In an embodiment of the invention, a connector provides for attachment to a cable having a plurality of wires arranged in matched pairs. The connector comprises a housing and a connector insert located within the housing and having a plurality of contact cavities extending in an axial direction entirely therethrough. The connector insert further includes a substantially centrally located elongated opening extending in the axial direction from a proximal end thereof at least partially through the connector insert. The plurality of contact cavities are arranged substantially symmetrically with respect to the elongated opening. A conductive post is inserted into the elongated opening of the connector insert. The conductive post has elongated edges that provide shielding between respective pairs of the plurality of contact cavities. A follower is coupled to the conductive post. The follower has a plurality of passageways adapted to communicate respective ones of the matched pairs of wires to respective ones of the pairs of contact cavities. The follower thereby provides physical separation between the respective pairs of wires. The connector further comprises a plurality of electrical contacts inserted into the respective ones of the plurality of contact cavities. The plurality of electrical contacts are adapted to be coupled to respective ones of the plurality of wires.

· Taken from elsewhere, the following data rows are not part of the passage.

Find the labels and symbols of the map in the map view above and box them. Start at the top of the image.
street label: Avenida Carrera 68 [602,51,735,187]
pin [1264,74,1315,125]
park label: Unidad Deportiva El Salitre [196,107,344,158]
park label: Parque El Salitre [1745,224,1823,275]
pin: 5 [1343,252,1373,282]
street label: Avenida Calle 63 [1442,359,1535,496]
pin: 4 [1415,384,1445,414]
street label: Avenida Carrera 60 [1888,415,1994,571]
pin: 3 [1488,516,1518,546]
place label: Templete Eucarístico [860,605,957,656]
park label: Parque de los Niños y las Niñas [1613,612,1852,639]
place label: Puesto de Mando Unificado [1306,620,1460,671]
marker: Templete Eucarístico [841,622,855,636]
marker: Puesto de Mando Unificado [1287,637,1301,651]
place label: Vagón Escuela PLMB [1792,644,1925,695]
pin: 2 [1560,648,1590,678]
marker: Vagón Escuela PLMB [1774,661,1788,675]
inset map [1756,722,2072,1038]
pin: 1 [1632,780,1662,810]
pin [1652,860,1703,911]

The connector may be adapted to provide a socket (female) connection or a pin (male) connection. For a pin connection, the connector insert may further include a plurality of pins coupled to respective ones of the plurality of contact cavities at a distal end of the connector insert. The plurality of contact cavities may be arranged in a generally circular pattern or in a generally rectangular pattern. In a preferred embodiment, the plurality of contact cavities further comprises four pairs of contact cavities. The housing further comprises a boot portion adapted to enclose the follower, the boot portion having an opening permitting passage of the cable therethrough while maintaining an environmental seal around the cable. A separator may be coupled to the follower, the separator providing plural channels for guiding respective ones of the matched pairs of wires. The follower may be adapted to be symmetrically coupled to a braided shield material of the cable.
In another embodiment of the invention, a connector provides for attachment to plural cables with each having a plurality of wires arranged in matched pairs. The connector comprises a housing and a plurality of modules arranged within the housing. Each module includes a connector insert disposed within the housing and having a plurality of contact cavities extending in an axial direction entirely therethrough. The connector insert further has a substantially centrally located elongated opening extending in the axial direction from a proximal end thereof at least partially through the connector insert. The plurality of contact cavities are arranged substantially symmetrically with respect to the elongated opening. The module further comprises a conductive post inserted into the elongated opening of the connector insert. The conductive post has elongated edges that provide shielding between respective pairs of the plurality of contact cavities. The module further comprises a follower coupled to the conductive post, the follower having a plurality of passageways adapted to communicate respective ones of the matched pairs of wires to respective ones of the pairs of contact cavities. The follower provides shielding between the respective pairs of wires.
For each module, the plurality of contact cavities may be arranged in a generally circular pattern or in a generally rectangular pattern. In a preferred embodiment, the plurality of contact cavities of each module further comprises four pairs of contact cavities. Each module may be adapted to provide a socket (female) connection or a pin (male) connection. For a pin connection, the connector insert may further include a plurality of pins coupled to respective ones of the plurality of contact cavities at a distal end of the connector insert.
A more complete understanding of the matched impedance, shielded pair interconnection system will be afforded to those skilled in the art of data signal communications, as well as a realization of additional advantages and objects thereof, by a consideration of the following detailed description of the preferred embodiment. Reference will be made to the appended sheets of drawings that will first be described briefly.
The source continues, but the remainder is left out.